Re: [Qemu-devel] [PATCH 2/2] qemu-img: Add dd seek= option

qemu-devel.nongnu.org archive mirror
 help / color / mirror / Atom feed

From: Max Reitz <mreitz@redhat.com>
To: Eric Blake <eblake@redhat.com>, qemu-devel@nongnu.org
Cc: fullmanet@gmail.com, qemu-block@nongnu.org,
	Kevin Wolf <kwolf@redhat.com>
Subject: Re: [Qemu-devel] [PATCH 2/2] qemu-img: Add dd seek= option
Date: Thu, 16 Aug 2018 04:49:49 +0200	[thread overview]
Message-ID: <d8c5df8d-7ae2-8ddc-aa71-38ec06b79988@redhat.com> (raw)
In-Reply-To: <4aa899d3-c622-6acf-128c-513f95c55ed5@redhat.com>

[-- Attachment #1: Type: text/plain, Size: 6416 bytes --]

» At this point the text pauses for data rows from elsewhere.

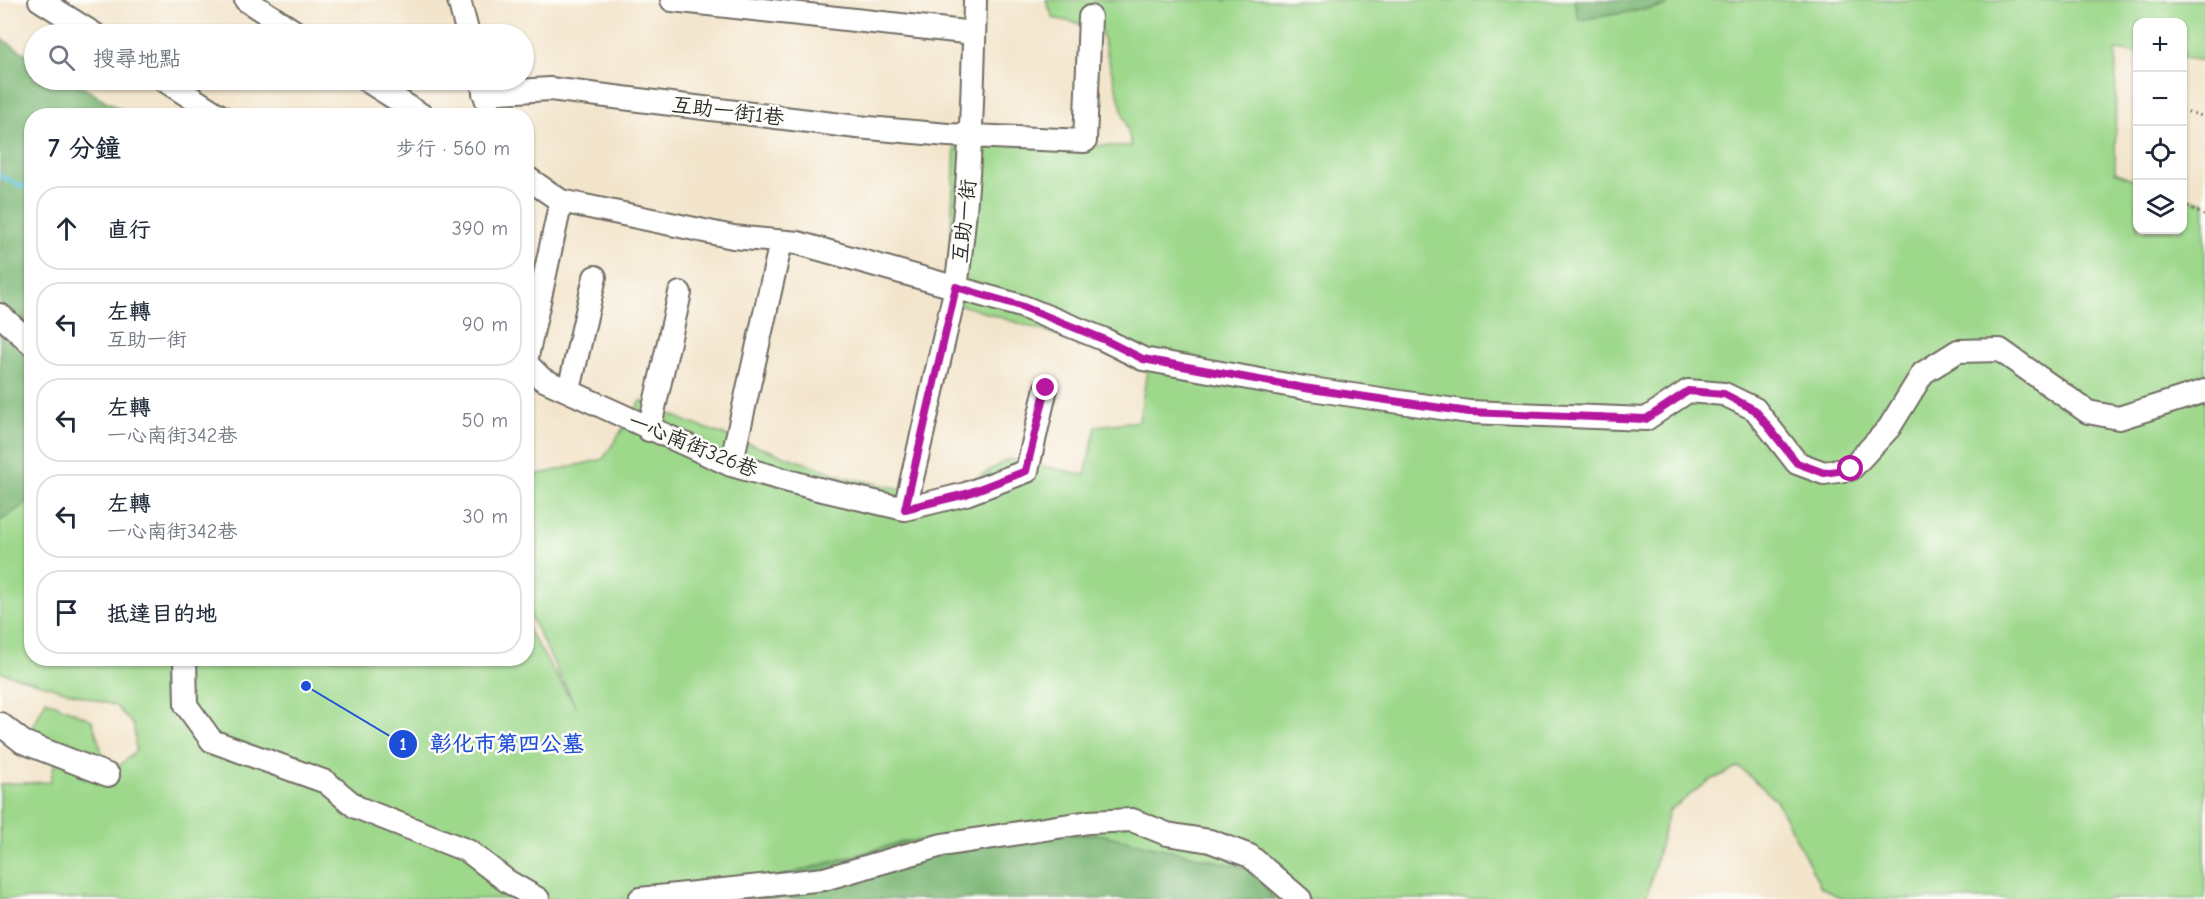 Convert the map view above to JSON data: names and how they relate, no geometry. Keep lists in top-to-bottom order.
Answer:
{
  "streets": {
    "street": ["互助一街1巷", "互助一街", "一心南街326巷"]
  },
  "crossings": [
    ["互助一街1巷", "互助一街"],
    ["互助一街", "一心南街326巷"]
  ],
  "places": ["彰化市第四公墓"],
  "page": {
    "map_buttons": ["+", "−"],
    "search": "搜尋地點",
    "heading": ["7 分鐘", "步行 · 560 m"],
    "list": [
      ["直行", "390 m"],
      ["左轉", "互助一街", "90 m"],
      ["左轉", "一心南街342巷", "50 m"],
      ["左轉", "一心南街342巷", "30 m"],
      "抵達目的地"
    ]
  }
} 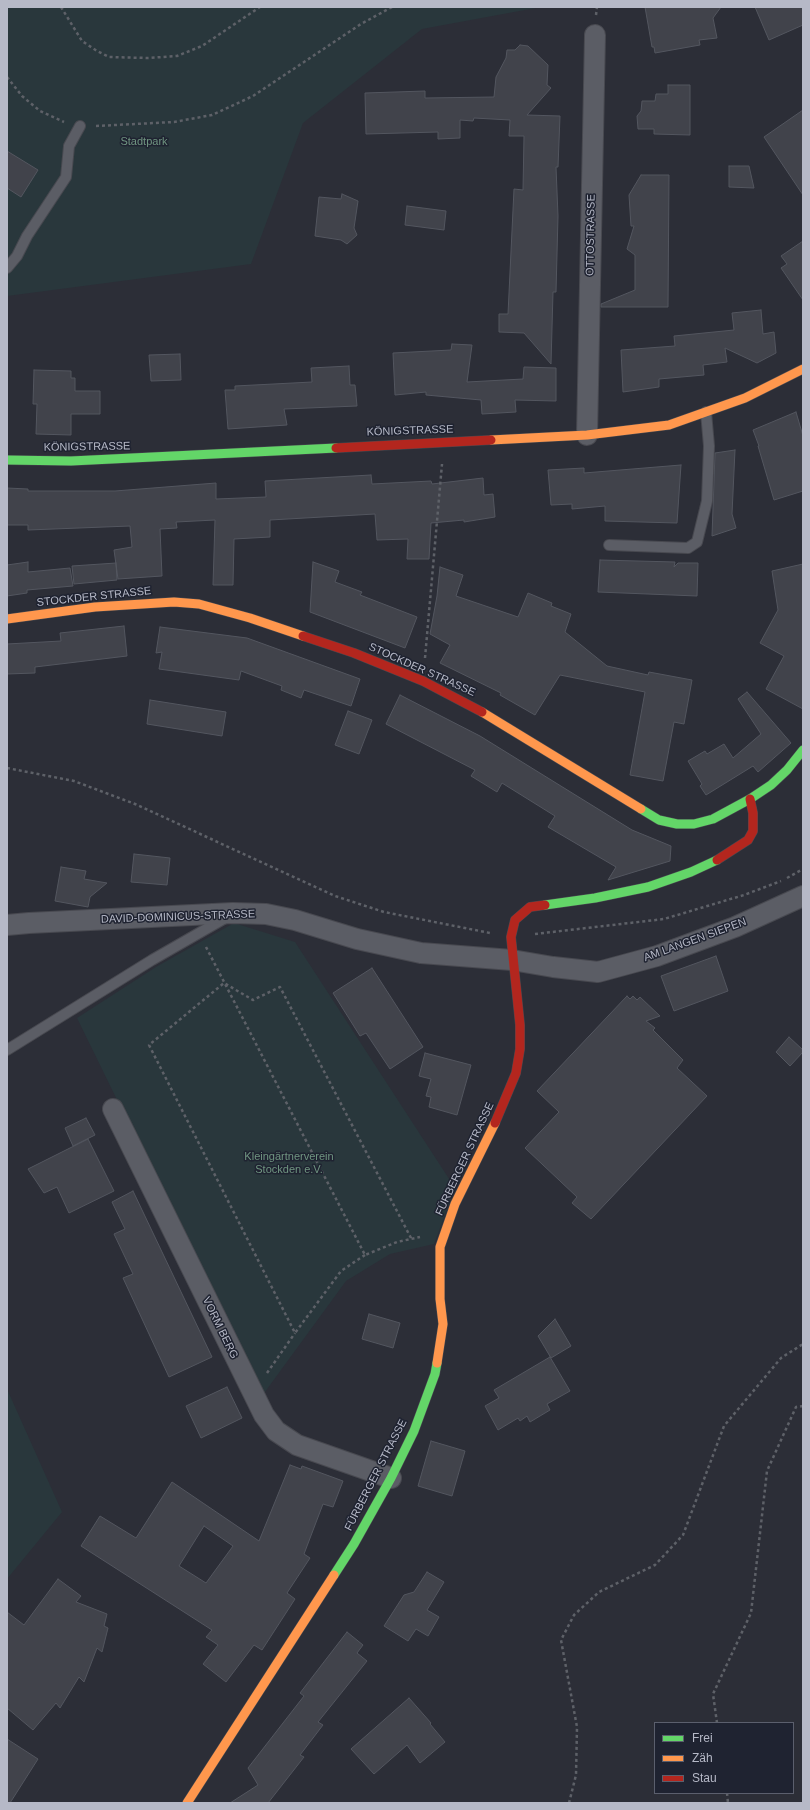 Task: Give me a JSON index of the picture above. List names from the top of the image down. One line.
{"streets":{"street":["OTTOSTRASSE","KÖNIGSTRASSE","STOCKDER STRASSE","DAVID-DOMINICUS-STRASSE","AM LANGEN SIEPEN","FÜRBERGER STRASSE","VORM BERG"]},"crossings":[["OTTOSTRASSE","KÖNIGSTRASSE"],["STOCKDER STRASSE","FÜRBERGER STRASSE"],["DAVID-DOMINICUS-STRASSE","AM LANGEN SIEPEN"],["DAVID-DOMINICUS-STRASSE","FÜRBERGER STRASSE"],["AM LANGEN SIEPEN","FÜRBERGER STRASSE"],["FÜRBERGER STRASSE","VORM BERG"]],"parks":["Stadtpark","Kleingärtnerverein Stockden e.V."],"legend":["Frei","Zäh","Stau"]} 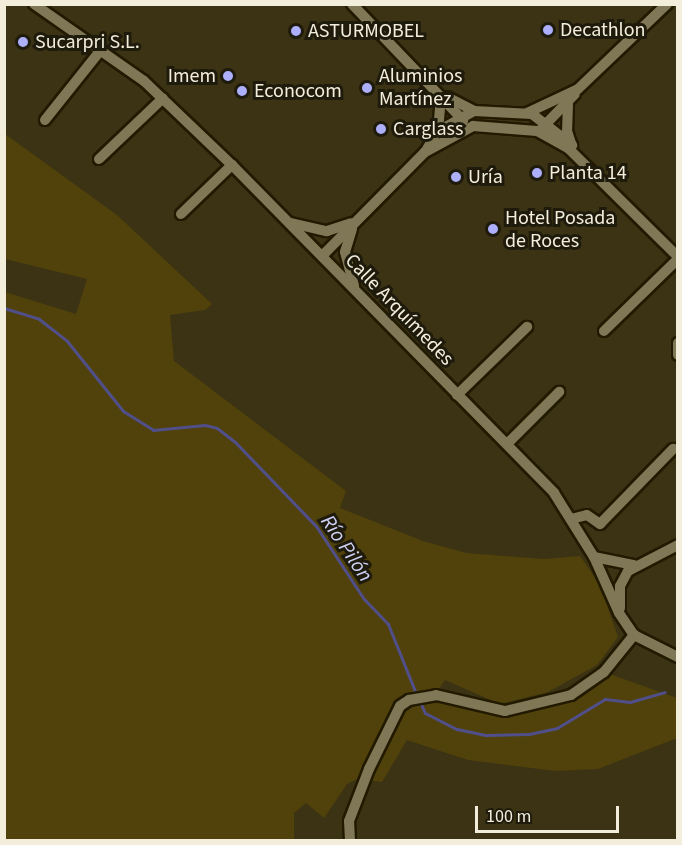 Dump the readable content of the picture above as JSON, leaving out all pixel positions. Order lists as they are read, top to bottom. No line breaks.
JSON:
{"streets":{"street":["Calle Arquímedes"]},"water":["Río Pilón"],"places":["Decathlon","ASTURMOBEL","Sucarpri S.L.","Imem","Aluminios Martínez","Econocom","Carglass","Planta 14","Uría","Hotel Posada de Roces"],"scale_bar":"100 m"} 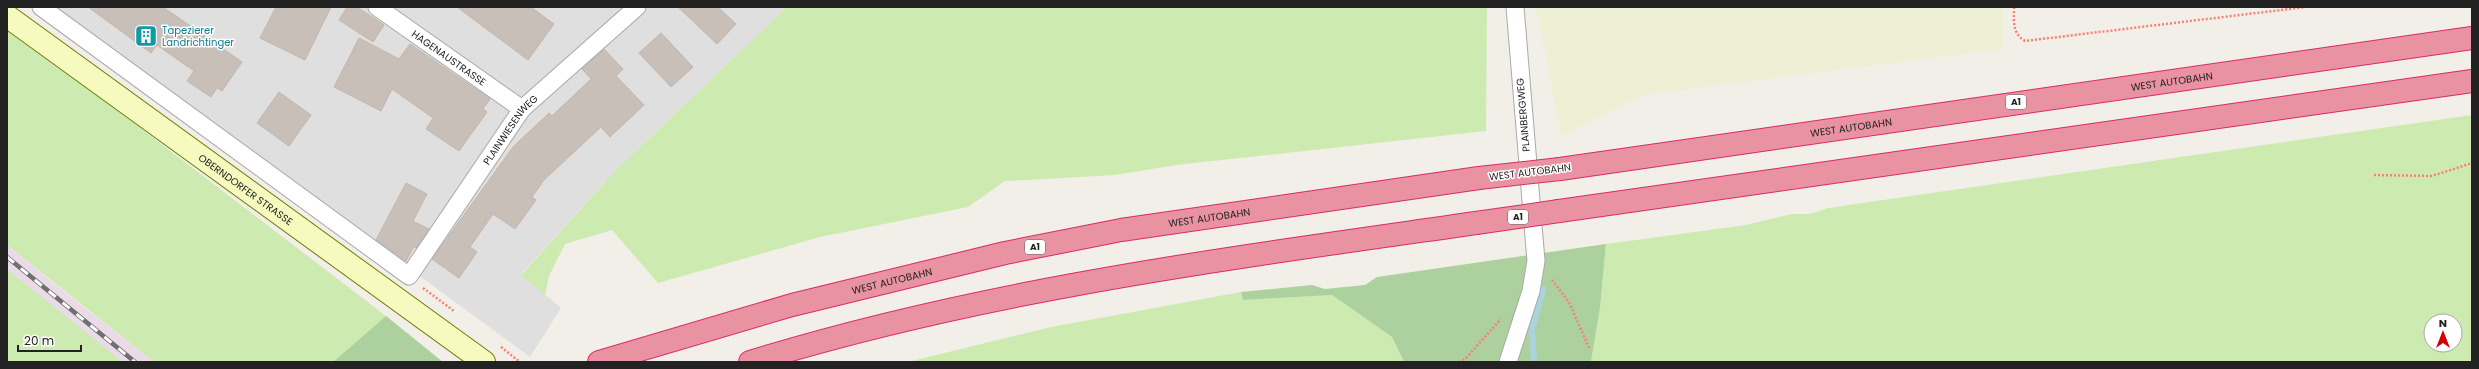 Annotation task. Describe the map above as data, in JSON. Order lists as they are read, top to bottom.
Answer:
{
  "streets": {
    "highway": ["WEST AUTOBAHN", "A1"],
    "main road": ["OBERNDORFER STRASSE"],
    "street": ["HAGENAUSTRASSE", "PLAINBERGWEG", "PLAINWIESENWEG"]
  },
  "crossings": [
    ["HAGENAUSTRASSE", "PLAINWIESENWEG"]
  ],
  "places": {
    "building": ["Tapezierer Landrichtinger"]
  },
  "scale_bar": "20 m",
  "north": "top"
} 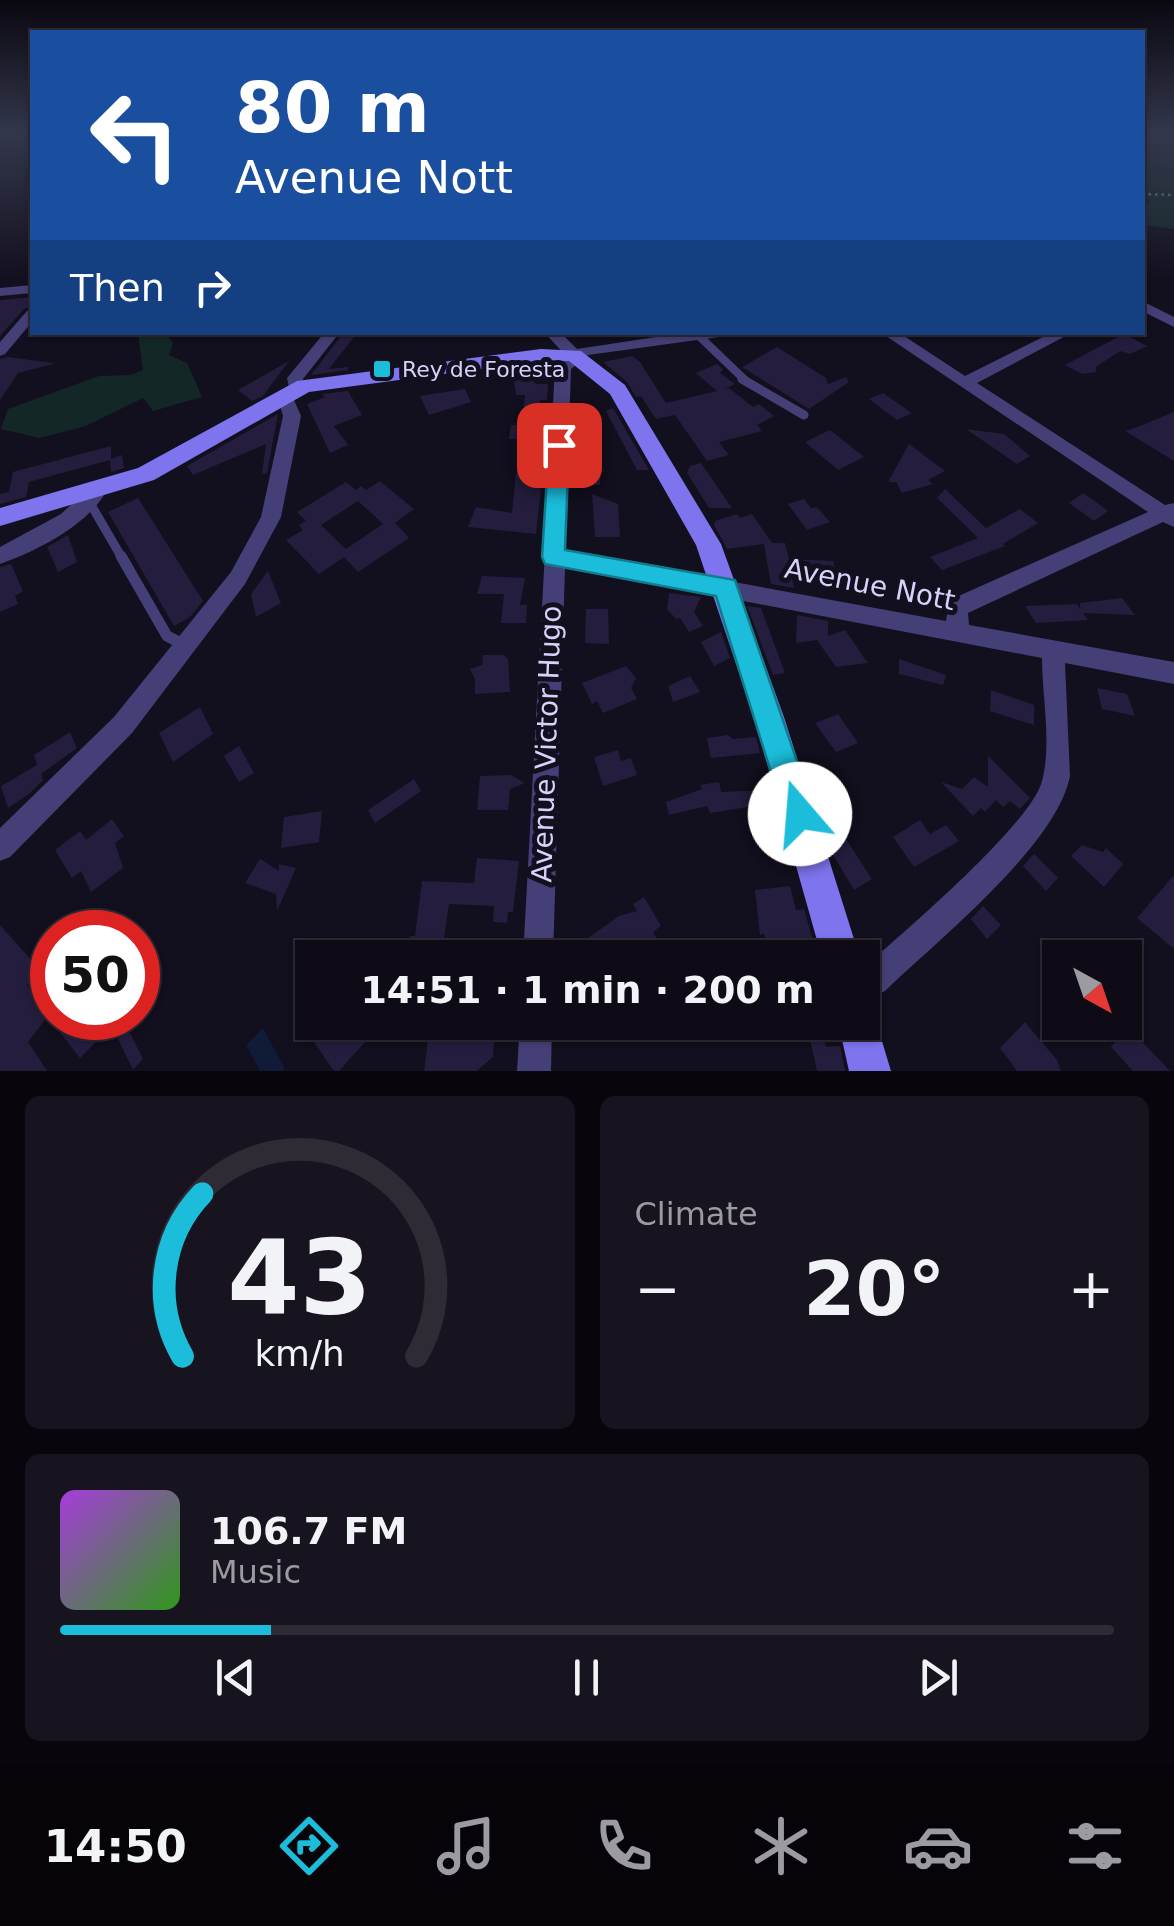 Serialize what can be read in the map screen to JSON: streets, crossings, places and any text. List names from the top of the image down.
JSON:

On 2018-08-16 04:39, Eric Blake wrote:
> On 08/15/2018 09:20 PM, Max Reitz wrote:
>> On 2018-08-15 04:56, Eric Blake wrote:
>>> For feature parity with dd, we want to be able to specify
>>> the offset within the output file, just as we can specify
>>> the offset for the input (in particular, this makes copying
>>> a subset range of guest-visible bytes from one file to
>>> another much easier).
>>
>> In my opinion, we do not want feature parity with dd.  What we do want
>> is feature parity with convert.
> 
> Well, convert is lacking a way to specify a subset of one file to move
> to a (possibly different) subset of the other.  I'm fine if we want to
> enhance convert to do the things that right now require a dd-alike
> interface (namely, limiting the copying to less than the full file, and
> choosing the offset at which to start [before this patch] or write to
> [with this patch]).

Yes, I would want that.

> If convert were more powerful, I'd be fine dropping 'qemu-img dd' after
> a proper deprecation period.

Technically it has those features already, with the raw block driver's
offset and size parameters.

>>> The code style for 'qemu-img dd' was pretty hard to read;
>>> unfortunately this patch focuses only on adding the new
>>> feature in the existing style rather than trying to improve
>>> the overall flow, other than switching octal constants to
>>> hex.  Oh well.
>>
>> No, the real issue is that dd is still not implemented just as a
>> frontend to convert.  Which it should be.  I'm not sure dd was a very
>> good idea from the start, and now it should ideally be a frontend to
>> convert.
>>
>> (My full opinion on the matter: dd has a horrible interface.  I don't
>> quite see why we replicated that inside qemu-img.  Also, if you want to
>> use dd, why not use qemu-nbd + Linux nbd device + real dd?)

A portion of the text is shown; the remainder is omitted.